Let’s make a deal about climate change

So here is the challenge I propose: go to the NASA website and find their climate change page

Let’s make a deal about climate change

Let’s make a deal about climate change

Twelve short years, the best minds in science are telling us, is how much time we have to COMPLETE our transition away from fossil fuels (IPCC interim Report). Not much time when you consider the Sept. 11 attacks were 17 years ago, and the Kyoto protocol on climate change was signed by more than 190 United Nations member states 22 years ago.

I have been told that insulting and offending people (something that I apparently have a natural talent for) is not the best way to gain support or encourage changes in attitudes and outlooks. So, I am going to try something different to win people over.

How about a challenge?

If you are not fully convinced of the potential for societal destabilization, mass extinctions, economic and environmental meltdown and human misery posed by our continued aggressive burning of fossil fuels, AND you want to know why I am, please read on.

You likely know that President Donald Trump has done much to downplay climate change concerns; going so far as to suggest that global warming is a “Chinese hoax.”

In April 2018 Trump appointed a fellow climate change denier to head up the National Aeronautics and Space Administration (NASA). Jim Bridenstine, to his credit must have approached his new job with an open mind, because after being exposed to modern climate science and being surrounded by scientists he was a changed man. In May of 2018, only one month after assuming the role, he publicly stated the following. “Carbon dioxide is a greenhouse gas. We’re putting it into the atmosphere in volumes that we haven’t seen, and that greenhouse gas is warming the planet. That is absolutely happening, and we are responsible for it.”
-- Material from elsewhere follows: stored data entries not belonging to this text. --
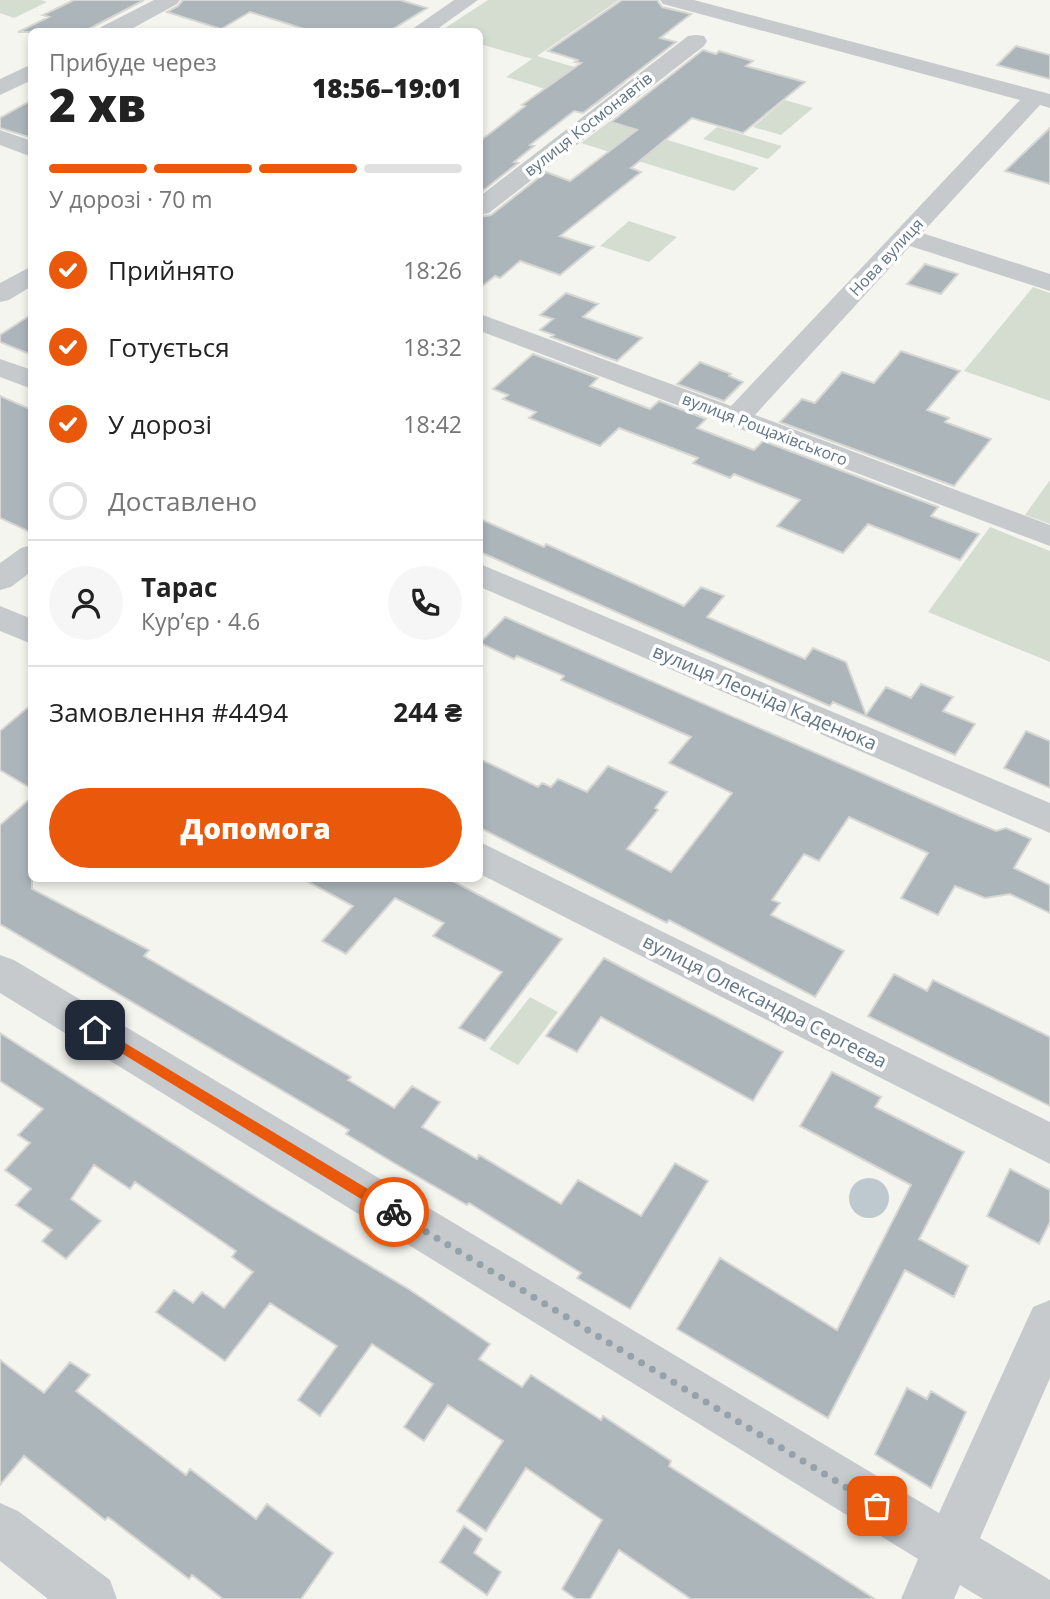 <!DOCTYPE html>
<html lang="uk">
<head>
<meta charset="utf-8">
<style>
	body { margin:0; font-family:"Open Sans",sans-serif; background:#f6f6f6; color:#222; height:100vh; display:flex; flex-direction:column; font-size:26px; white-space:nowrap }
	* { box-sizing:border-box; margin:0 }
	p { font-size:23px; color:#767676 }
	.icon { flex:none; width:38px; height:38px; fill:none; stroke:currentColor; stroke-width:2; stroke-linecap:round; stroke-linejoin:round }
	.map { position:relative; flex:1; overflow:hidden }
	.side { position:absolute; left:28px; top:28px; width:455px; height:854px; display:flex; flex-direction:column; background:#fff; border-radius:10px; box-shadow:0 4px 10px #0003 }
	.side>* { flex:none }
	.pin { position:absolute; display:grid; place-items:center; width:60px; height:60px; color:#fff; margin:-30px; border-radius:14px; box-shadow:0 4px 10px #0006 }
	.courier { position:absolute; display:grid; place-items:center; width:70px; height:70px; margin:-35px; border:5px solid #ea580c; border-radius:50%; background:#fff; color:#222; box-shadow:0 2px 9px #0007 }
	.overview em { font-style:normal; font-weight:800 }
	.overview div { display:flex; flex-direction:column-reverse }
	.overview { display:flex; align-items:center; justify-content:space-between; height:119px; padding:0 21px }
	h1 { font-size:46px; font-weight:800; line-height:52px }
	.bar { display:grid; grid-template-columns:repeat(4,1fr); gap:10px 7px; align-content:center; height:84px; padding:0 21px }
	.bar i { height:9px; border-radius:5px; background:#e0e0e0 }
	.bar .on { background:#ea580c }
	.bar p { grid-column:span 4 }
	.line { display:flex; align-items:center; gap:18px; padding:0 21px; border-top:2px solid #e0e0e0 }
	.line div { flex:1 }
	.round { display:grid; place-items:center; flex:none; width:74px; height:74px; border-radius:37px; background:#f6f6f6 }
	ol { padding:0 21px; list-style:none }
	li { display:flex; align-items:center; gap:21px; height:77px }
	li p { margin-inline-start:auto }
	li .icon { padding:7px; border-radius:50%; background:#ea580c; color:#fff; stroke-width:4 }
	li:last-child { color:#767676 }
	li i { width:38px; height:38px; border:4px solid #e0e0e0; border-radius:50% }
	.button { display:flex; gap:14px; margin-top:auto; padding:14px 21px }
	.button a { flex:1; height:80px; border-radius:42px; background:#ea580c; color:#fff; font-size:28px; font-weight:800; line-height:80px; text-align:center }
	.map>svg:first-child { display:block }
</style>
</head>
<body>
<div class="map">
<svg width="1050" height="1599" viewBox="0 0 1050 1599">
	<rect width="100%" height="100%" fill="#f5f5f0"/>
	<path fill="#d5ddd1" d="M 0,0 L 41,0 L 47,2 L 14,18 L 0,13 Z
		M 488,0 L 619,0 L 537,56 L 626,82 L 596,105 L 506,77 L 532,59 L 480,44 L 480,32 L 439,32 Z
		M 785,100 L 813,108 L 781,135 L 753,127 Z
		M 609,122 L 759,168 L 734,191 L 581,143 Z
		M 717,127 L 782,146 L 768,159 L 703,139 Z
		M 629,221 L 677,237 L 649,262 L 600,246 Z
		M 1033,287 L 1050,293 L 1050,401 L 964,371 Z
		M 1050,480 L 1050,524 L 1025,515 Z
		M 990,527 L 1050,551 L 1050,662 L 928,612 Z
		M 530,997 L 558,1012 L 518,1065 L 489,1049 Z"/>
	<path fill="#bdc9ce" d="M849 1198a20 20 0 1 1 40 0a20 20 0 1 1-40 0Z"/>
	<path fill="#acb5ba" stroke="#d6d6d3" stroke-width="2" d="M 74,0 L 144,0 L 83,32 L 18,32 L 49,17 L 43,15 Z
		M 183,0 L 400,0 L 427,8 L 388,32 L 314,32 L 250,12 L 221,29 L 167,12 L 178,6 Z
		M 622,0 L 657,0 L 662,7 L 691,14 L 660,38 L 676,42 L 583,113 L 574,111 L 530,145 L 534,146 L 514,162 L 518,163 L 480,193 L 480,141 L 525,106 L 522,105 L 581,63 L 575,62 L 578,60 L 548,51 Z
		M 1016,46 L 1050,55 L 1050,79 L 997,65 Z
		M 703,50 L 716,54 L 719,51 L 753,61 L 746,66 L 805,82 L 743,133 L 692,118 L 631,168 L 641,172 L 560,236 L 594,247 L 560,275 L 520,261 L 500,278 L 495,276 L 480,288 L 480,217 L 491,215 L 546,172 L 570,181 L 637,130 L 611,122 Z
		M 32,100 L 32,138 L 0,128 L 0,118 Z
		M 1050,128 L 1050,184 L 1005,171 Z
		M 925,264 L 958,274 L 941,294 L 907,284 Z
		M 566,293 L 598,304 L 583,317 L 642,338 L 617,361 L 551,337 L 554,335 L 540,330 L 553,319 L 540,315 Z
		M 32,314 L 32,355 L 0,342 L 0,335 Z
		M 901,351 L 960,371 L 927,410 L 949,418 L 945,422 L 991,439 L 954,486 L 780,422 L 802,399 L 815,403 L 842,372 L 874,383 Z
		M 533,354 L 598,378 L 590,386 L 650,409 L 659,401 L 706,419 L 697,428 L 754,450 L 763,441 L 938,507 L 931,516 L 979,534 L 960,560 L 868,524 L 843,553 L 777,526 L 800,500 L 734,474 L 730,478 L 693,463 L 698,458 L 619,428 L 600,446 L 529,418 L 536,412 L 503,399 L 508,395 L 493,389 Z
		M 700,362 L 731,374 L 729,376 L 743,382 L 724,401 L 677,384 Z
		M 0,396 L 32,410 L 32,533 L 0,518 Z
		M 480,519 L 544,547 L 546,544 L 684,606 L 701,587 L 724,596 L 707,617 L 805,659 L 813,648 L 846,662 L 866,715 L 886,687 L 911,698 L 921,684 L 953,697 L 943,711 L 975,724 L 955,755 L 833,702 L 830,706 L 480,552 Z
		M 505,617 L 967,819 L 996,831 L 1006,828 L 1031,839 L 1014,868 L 1050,885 L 1050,913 L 1010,894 L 985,898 L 955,886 L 938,915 L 901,898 L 928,853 L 849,817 L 819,861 L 804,854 L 772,900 L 780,903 L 771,915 L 844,951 L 815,997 L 669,920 L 667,923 L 480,828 L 480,759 L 538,787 L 542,783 L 551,787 L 558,779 L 587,792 L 608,766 L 667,792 L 655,808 L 658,810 L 627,849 L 671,872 L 732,793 L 669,763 L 691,737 L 561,680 L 564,676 L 517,656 L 514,659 L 480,643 Z
		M 32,704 L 32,789 L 0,770 L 0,731 Z
		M 1026,731 L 1050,741 L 1050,788 L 1004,768 Z
		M 32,797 L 32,889 L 149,950 L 144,956 L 351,1077 L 348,1080 L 394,1108 L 412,1086 L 440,1102 L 422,1127 L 477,1159 L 479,1155 L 561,1204 L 578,1180 L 641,1216 L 675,1163 L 708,1181 L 630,1309 L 577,1278 L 581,1273 L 469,1203 L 467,1205 L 394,1163 L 346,1134 L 349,1130 L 0,924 L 0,825 Z
		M 301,878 L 447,878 L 562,939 L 485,1041 L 459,1028 L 502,972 L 433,936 L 444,923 L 395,898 L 346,954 L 322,941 L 353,906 Z
		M 604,958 L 783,1052 L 753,1101 L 601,1017 L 577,1052 L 546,1036 Z
		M 894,974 L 927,991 L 933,980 L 1050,1037 L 1050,1106 L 868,1016 Z
		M 0,1033 L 272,1207 L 410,1290 L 490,1344 L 479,1359 L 522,1387 L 531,1375 L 601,1420 L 603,1416 L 671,1461 L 669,1466 L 875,1599 L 691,1599 L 619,1550 L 590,1599 L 576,1599 L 562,1589 L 602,1520 L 526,1468 L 486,1531 L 457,1511 L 503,1441 L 448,1405 L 424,1441 L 404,1427 L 433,1384 L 372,1344 L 320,1416 L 298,1400 L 337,1346 L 270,1303 L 225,1361 L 156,1312 L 174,1290 L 193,1303 L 202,1292 L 224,1308 L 253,1272 L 232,1257 L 236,1251 L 135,1182 L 130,1189 L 94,1165 L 71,1199 L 101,1221 L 66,1259 L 42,1241 L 52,1230 L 16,1205 L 31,1189 L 5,1170 L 30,1143 L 18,1135 L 43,1109 L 0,1081 Z
		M 832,1072 L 881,1097 L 875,1107 L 964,1152 L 919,1239 L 968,1266 L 954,1297 L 905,1270 L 828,1418 L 677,1329 L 720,1258 L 837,1330 L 911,1185 L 800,1126 Z
		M 1010,1169 L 1050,1190 L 1050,1222 L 1039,1244 L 987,1216 Z
		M 0,1360 L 44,1393 L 70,1362 L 90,1375 L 76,1391 L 186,1475 L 190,1469 L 256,1519 L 267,1504 L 333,1553 L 301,1599 L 223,1599 L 192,1575 L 189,1579 L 108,1517 L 105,1520 L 24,1456 L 0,1485 Z
		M 907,1388 L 927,1399 L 931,1391 L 966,1412 L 931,1488 L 875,1454 Z
		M 464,1526 L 482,1539 L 474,1553 L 501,1572 L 487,1595 L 440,1562 Z"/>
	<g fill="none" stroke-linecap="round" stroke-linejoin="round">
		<path fill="#c7cacd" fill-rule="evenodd" d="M 154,0 L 180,0 L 177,4 L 126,32 L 99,32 L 101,27 Z
			M 454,0 L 478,0 L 433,32 L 408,32 Z
			M 660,0 L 694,0 L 1050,94 L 1050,108 L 1040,105 L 922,233 L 1050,274 L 1050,291 L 910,246 L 755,415 L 1050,525 L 1050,546 L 480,331 L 480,314 L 731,406 L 1020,100 L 663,4 Z
			M 696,35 L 704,36 L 707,41 L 704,46 L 489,213 L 480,215 L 480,196 L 688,36 Z
			M 32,64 L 32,80 L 0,95 L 0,79 Z
			M 0,130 L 32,141 L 32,157 L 0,145 Z
			M 32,266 L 32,286 L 9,300 L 0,302 L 0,283 Z
			M 0,359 L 32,370 L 32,389 L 0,377 Z
			M 32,545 L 32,571 L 11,587 L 0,590 L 0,563 L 21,548 Z
			M 480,564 L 1050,803 L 1050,833 L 480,587 Z
			M 0,606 L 32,619 L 32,644 L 0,631 Z
			M 480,842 L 1050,1122 L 1050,1164 L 480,874 Z
			M 0,955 L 14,960 L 939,1513 L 1033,1307 L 1050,1300 L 1050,1378 L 980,1538 L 1050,1580 L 1050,1599 L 983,1599 L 960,1585 L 954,1599 L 901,1599 L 918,1559 L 0,993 Z
			M 0,1503 L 18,1511 L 110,1580 L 117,1599 L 48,1599 L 0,1561 Z"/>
	</g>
	<path fill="#ea580c" d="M 95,1025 L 398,1207 L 398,1216 L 389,1216 L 90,1034 L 90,1026 Z"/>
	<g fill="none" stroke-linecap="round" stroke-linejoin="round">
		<path stroke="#95a2aa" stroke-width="7" stroke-dasharray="0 12.6" d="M 394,1212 L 877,1506"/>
	</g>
	<g text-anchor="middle" stroke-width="7" stroke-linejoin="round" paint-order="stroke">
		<g font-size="16" fill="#617585" stroke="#fff">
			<text transform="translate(588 124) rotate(-38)" y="6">вулиця Космонавтів</text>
			<text transform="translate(886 257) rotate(-47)" y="6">Нова вулиця</text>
			<text transform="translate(765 429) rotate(21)" y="6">вулиця Рощахівського</text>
		</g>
		<g font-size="19" fill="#617585" stroke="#fff">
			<text transform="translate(765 697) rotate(23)" y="7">вулиця Леоніда Каденюка</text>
			<text transform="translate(765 1001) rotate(27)" y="7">вулиця Олександра Сергеєва</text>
		</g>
	</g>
</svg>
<div class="pin" style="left:877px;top:1506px;background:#ea580c"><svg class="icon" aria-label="bag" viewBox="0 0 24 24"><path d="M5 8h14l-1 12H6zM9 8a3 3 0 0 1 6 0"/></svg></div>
<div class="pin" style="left:95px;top:1030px;background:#1f2937"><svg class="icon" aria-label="home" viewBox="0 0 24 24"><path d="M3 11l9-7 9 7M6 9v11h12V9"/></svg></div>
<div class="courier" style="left:394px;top:1212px"><svg class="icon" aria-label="bike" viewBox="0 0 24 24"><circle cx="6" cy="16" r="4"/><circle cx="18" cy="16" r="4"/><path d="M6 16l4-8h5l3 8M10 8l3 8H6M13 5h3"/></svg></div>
<section class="side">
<div class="overview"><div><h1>2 хв</h1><p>Прибуде через</p></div><em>18:56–19:01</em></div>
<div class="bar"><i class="on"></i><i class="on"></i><i class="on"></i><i></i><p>У дорозі · 70 m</p></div>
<ol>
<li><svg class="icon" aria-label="check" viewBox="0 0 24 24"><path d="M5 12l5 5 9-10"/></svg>Прийнято<p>18:26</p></li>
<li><svg class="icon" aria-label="check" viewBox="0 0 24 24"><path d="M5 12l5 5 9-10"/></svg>Готується<p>18:32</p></li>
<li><svg class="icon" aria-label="check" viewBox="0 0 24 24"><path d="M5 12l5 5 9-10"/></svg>У дорозі<p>18:42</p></li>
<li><i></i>Доставлено</li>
</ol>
<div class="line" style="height:126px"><a class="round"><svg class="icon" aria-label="person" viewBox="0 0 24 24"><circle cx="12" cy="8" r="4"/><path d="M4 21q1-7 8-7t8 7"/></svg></a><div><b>Тарас</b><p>Кур’єр · 4.6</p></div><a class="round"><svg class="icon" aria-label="phone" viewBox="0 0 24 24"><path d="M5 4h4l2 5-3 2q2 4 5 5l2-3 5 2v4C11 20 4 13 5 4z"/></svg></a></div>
<div class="line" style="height:91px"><div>Замовлення #4494</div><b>244 ₴</b></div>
<div class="button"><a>Допомога</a></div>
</section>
</div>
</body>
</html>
So here is the challenge I propose: go to the NASA website and find their climate change page (or Google NASA climate change). Read their facts, check their references, browse the frequently asked questions, some of which may mirror your own questions. And know that they are not beholden to anyone except a climate change skeptical federal government, controlled until recently by a majority of Republicans who tend to oppose action on climate change.

Of course, there are some prominent individuals and organizations in the denial camp, so I would suggest reading a Wikipedia summary on any of those to check their credibility and funding sources, and follow it up with a read of their profile in the online Desmog blog data base (desmogblog.com).

If you have done your homework and you still feel that it is in your best interest (or more importantly in the best interest of your children, grandchildren or great grandchildren) to sit back with engines idling and see what the next 12 or 20 years brings, I would love for you to share your reasoning with me.

You see, I was also once very skeptical of climate change, and I continue to be a generally skeptical individual. My father once told me, “Believe none of what you hear and only half of what you see”, and I can say with certainty that like Jim Bridenstine at NASA, I have seen enough to be convinced.

If you would like a civil discussion and/or would like to know more, I would be happy to chat. If you are convinced and want to engage and help push towards a sustainable future, I would love to share opportunities: dslade@telus.net, 250-743-4747.

If you just don’t care, and/or don’t care to know; fair enough, you sure don’t owe me anything, and I sure can’t speak for what you might owe to your own children or grandchildren. But I hope that for most people, sustainability now and for future generations is worth the time to learn about, and worth the investment of energy and money to fight for. After all, there really is only one long term option to living sustainably on this planet; and I don’t think finding another planet is it.